Mindestens drei in der Pflege beschäftigte Mitarbeiter sollen systematisch bei Arbeitszeitnachweisen betrogen haben und früher nach Hause gegangen sein. 

KUFSTEIN. Es sind schwere Vorwürfe, die dieser Tage über dem Wohn- und Pflegeheim Zell wie eine dunkle Dunstglocke schweben. Einige Pflegekräfte sollen über Jahre ihre Arbeitsaufzeichnungen gefälscht haben – das systematisch und womöglich bereits seit 2017. Im Raum steht zudem der Vorwurf, dass dadurch auch die Heimbewohner hinsichtlich der Pflege vernachlässigt wurden. Mit der Thematik beschäftigte sich auch der Stadtrat in einer Sondersitzung am Montag, den 14. Februar.

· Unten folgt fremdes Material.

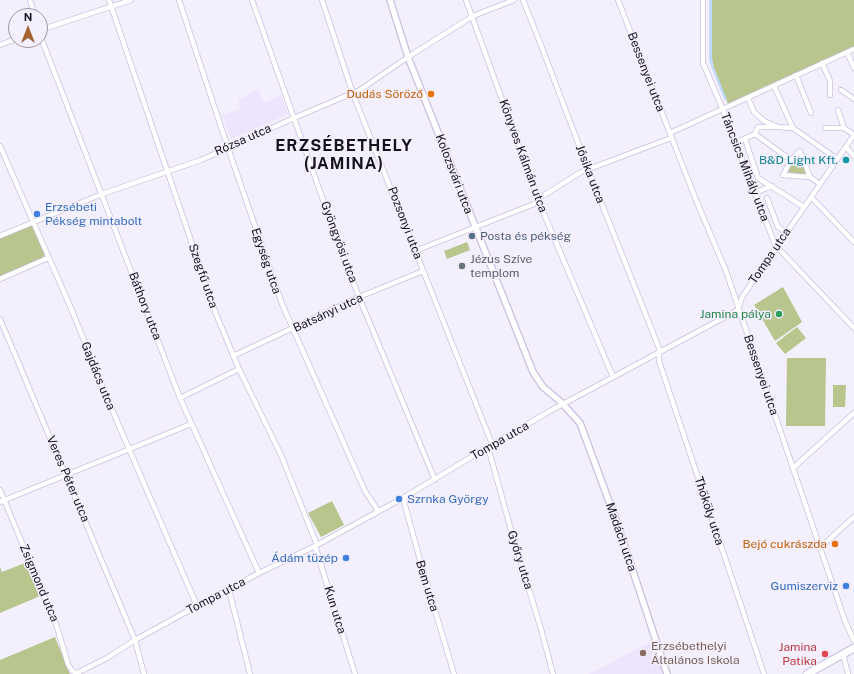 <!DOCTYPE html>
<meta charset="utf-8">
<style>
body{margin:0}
#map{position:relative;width:854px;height:674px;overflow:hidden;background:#f3effc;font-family:"Public Sans",sans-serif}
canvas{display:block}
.north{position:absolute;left:8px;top:8px;width:40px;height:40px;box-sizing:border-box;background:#f3effc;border:1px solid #9b97a3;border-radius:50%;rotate:0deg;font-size:11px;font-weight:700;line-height:16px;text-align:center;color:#17131e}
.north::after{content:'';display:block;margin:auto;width:14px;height:18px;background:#a56231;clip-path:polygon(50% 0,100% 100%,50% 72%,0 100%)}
</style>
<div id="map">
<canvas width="854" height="674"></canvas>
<div class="north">N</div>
</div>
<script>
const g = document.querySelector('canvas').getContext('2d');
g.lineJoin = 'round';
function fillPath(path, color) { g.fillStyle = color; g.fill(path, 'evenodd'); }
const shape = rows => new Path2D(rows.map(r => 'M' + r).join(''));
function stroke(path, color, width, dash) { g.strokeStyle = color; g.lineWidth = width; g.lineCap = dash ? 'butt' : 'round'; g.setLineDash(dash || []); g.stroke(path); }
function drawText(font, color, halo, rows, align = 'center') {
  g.font = font + ' "Public Sans",sans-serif'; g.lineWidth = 3; g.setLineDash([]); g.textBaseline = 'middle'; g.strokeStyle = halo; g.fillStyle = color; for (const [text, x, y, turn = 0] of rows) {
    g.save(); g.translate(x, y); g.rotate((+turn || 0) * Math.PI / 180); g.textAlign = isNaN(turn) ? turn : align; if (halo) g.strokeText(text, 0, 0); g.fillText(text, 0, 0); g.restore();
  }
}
const built = shape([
 [258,90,264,103,281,95,288,114,231,139,222,115,241,109,238,100],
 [653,641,664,674,589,674]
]);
const green = shape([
 [712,0,854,0,854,48,728,104,714,68,712,59],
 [797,157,802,157,807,174,790,174,788,170],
 [30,226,33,226,45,254,43,258,0,277,0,238],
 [467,242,470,250,447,259,444,251],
 [783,287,802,322,775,341,754,305],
 [797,327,806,338,785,354,776,343],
 [787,358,826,358,825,426,786,426],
 [833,385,846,385,845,407,833,407],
 [332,501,344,525,321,537,308,513],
 [25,563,40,596,0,613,0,567,2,572],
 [55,637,70,674,0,674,0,660]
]);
const water = shape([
 [709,0,712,0,712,59,714,68,727,100,725,101,712,69,709,60]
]);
const minor = shape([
 [30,0,35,16],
 [109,0,216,314,239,369,281,455,317,545],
 [179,0,228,148,282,304,365,491,378,511],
 [252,0,338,242,359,297,435,480],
 [322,0,353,94,492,444],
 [466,0,539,202,613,377],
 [523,0,539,40,588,169,659,348,659,361,764,674],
 [618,0,696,200,726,271,845,621,854,641],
 [703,0,703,63,723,110,774,242,776,246,854,328],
 [40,30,131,0],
 [40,35,180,398,259,573],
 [0,45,16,39],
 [847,52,854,68],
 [822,63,830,81,830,95],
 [796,75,811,113],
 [774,86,793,128],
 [841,90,854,99],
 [748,98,754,112,764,121,778,127,793,128,837,159],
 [838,110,844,128],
 [825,128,844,128,854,135],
 [670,133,854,49],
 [755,134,791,160],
 [745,139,758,178,804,207],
 [735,143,755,134,758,127,775,127],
 [0,146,73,313,110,405,197,606],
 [846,147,854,156],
 [810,177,800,151,791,160,783,175,810,177,820,184],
 [754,193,772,186],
 [811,197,854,242],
 [767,198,778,227,786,232],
 [538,199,581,172,671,138],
 [0,236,102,194,201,160,294,118,360,90,408,57,473,16,514,0],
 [415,251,539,202],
 [0,279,48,258],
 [0,319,135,640,144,674],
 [233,356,359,297,423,271],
 [180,398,239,369],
 [488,447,511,530,541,629,553,674],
 [793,468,854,413],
 [0,490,57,627,68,664,72,671,77,673],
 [403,498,420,560,454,674],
 [0,502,191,424],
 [315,546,355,674],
 [821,547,854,517],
 [229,590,250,674],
 [843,654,848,674],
 [77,673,107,658,135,640,197,606,259,573,315,546,403,498,488,447,550,411,738,310,742,297,854,135]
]);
const tertiary = shape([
 [390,0,408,57,533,372,543,387,561,402,580,423,617,523,667,674]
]);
const primary = shape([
 [807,674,854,648]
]);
const markers = [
 [431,94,4,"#e8710a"],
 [846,160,4,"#0f9aa8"],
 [37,214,4,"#3f7fe0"],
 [472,236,4,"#5c6f8a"],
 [462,266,4,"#6b7280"],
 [779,314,4,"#2e9e5b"],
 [399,499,4,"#3f7fe0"],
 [835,544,4,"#e8710a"],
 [346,558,4,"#3f7fe0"],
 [846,586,4,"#3f7fe0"],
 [643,653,4,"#8d6e63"],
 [825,654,4,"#e0444e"]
];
const streetNames = [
 ["Bessenyei utca",646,72,69],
 ["Rózsa utca",243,140,-24],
 ["Könyves Kálmán utca",523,156,70],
 ["Táncsics Mihály utca",745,167,69],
 ["Kolozsvári utca",454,174,69],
 ["Jósika utca",590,174,69],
 ["Pozsonyi utca",405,223,69],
 ["Gyöngyösi utca",339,242,70],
 ["Tompa utca",770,256,-56],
 ["Egység utca",266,261,71],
 ["Szegfű utca",203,276,71],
 ["Báthory utca",145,306,69],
 ["Batsányi utca",328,313,-25],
 ["Bessenyei utca",761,375,71],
 ["Gajdács utca",98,376,68],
 ["Tompa utca",500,441,-30],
 ["Veres Péter utca",68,479,67],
 ["Thököly utca",709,511,72],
 ["Madách utca",621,537,71],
 ["Győry utca",520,560,73],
 ["Zsigmond utca",39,583,67],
 ["Bem utca",427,586,73],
 ["Tompa utca",216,596,-28],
 ["Kun utca",335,610,73]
];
const foodNames = [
 ["Dudás Söröző",423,94],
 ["Bejó cukrászda",827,544]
];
const cultureNames = [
 ["B&D Light Kft.",838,160]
];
const shopNames = [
 ["Erzsébeti",45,207],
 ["Pékség mintabolt",45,221],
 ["Szrnka György",407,499],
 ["Ádám tüzép",338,558,"right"],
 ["Gumiszerviz",838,586,"right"]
];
const serviceNames = [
 ["Posta és pékség",480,236]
];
const worshipNames = [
 ["Jézus Szíve",470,259],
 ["templom",470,273]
];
const leisureNames = [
 ["Jamina pálya",771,314]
];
const educationNames = [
 ["Erzsébethelyi",651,646],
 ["Általános Iskola",651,660]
];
const healthNames = [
 ["Jamina",817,647],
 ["Patika",817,661]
];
const districtNames = [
 ["ERZSÉBETHELY",344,146],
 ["(JAMINA)",344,164]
];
fillPath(built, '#ede5fd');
fillPath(green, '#b8c68d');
fillPath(water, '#c1d8ff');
stroke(minor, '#cabfe0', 6);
stroke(tertiary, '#cabfe0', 8);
stroke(primary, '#cabfe0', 9);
stroke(minor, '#fff', 4.5);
stroke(tertiary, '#fff', 5.5);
stroke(primary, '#fff', 7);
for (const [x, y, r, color] of markers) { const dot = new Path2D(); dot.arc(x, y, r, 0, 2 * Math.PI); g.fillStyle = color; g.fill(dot); stroke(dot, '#f3effc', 1.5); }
drawText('12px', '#17131e', '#f3effc', streetNames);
drawText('12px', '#c56008', '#f3effc', foodNames, 'right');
drawText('12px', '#0d838f', '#f3effc', cultureNames, 'right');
drawText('12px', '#366cbe', '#f3effc', shopNames, 'left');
drawText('12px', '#4e5e75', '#f3effc', serviceNames, 'left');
drawText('12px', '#5b616d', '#f3effc', worshipNames, 'left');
drawText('12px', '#27864d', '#f3effc', leisureNames, 'right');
drawText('12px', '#785e54', '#f3effc', educationNames, 'left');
drawText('12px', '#be3a42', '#f3effc', healthNames, 'right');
g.letterSpacing = '1px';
drawText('bold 16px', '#17131e', '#f3effc', districtNames);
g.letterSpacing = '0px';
</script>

Einer neuen, aber sehr erfahrenen Mitarbeiterin auf der betroffenen Station sollen die Unregelmäßigkeiten bei der Arbeitszeiterfassung zuerst aufgefallen sein. Sie hat dies dem Pflegedienstleiter gemeldet, der erste Erhebungen angestellt hat. "Diese wurden uns weitergemeldet und wir haben die uns genannten Personen einvernommen", erklärt Kufsteins Bgm. Martin Krumschnabel gegenüber den BEZIRKSBLÄTTERN. 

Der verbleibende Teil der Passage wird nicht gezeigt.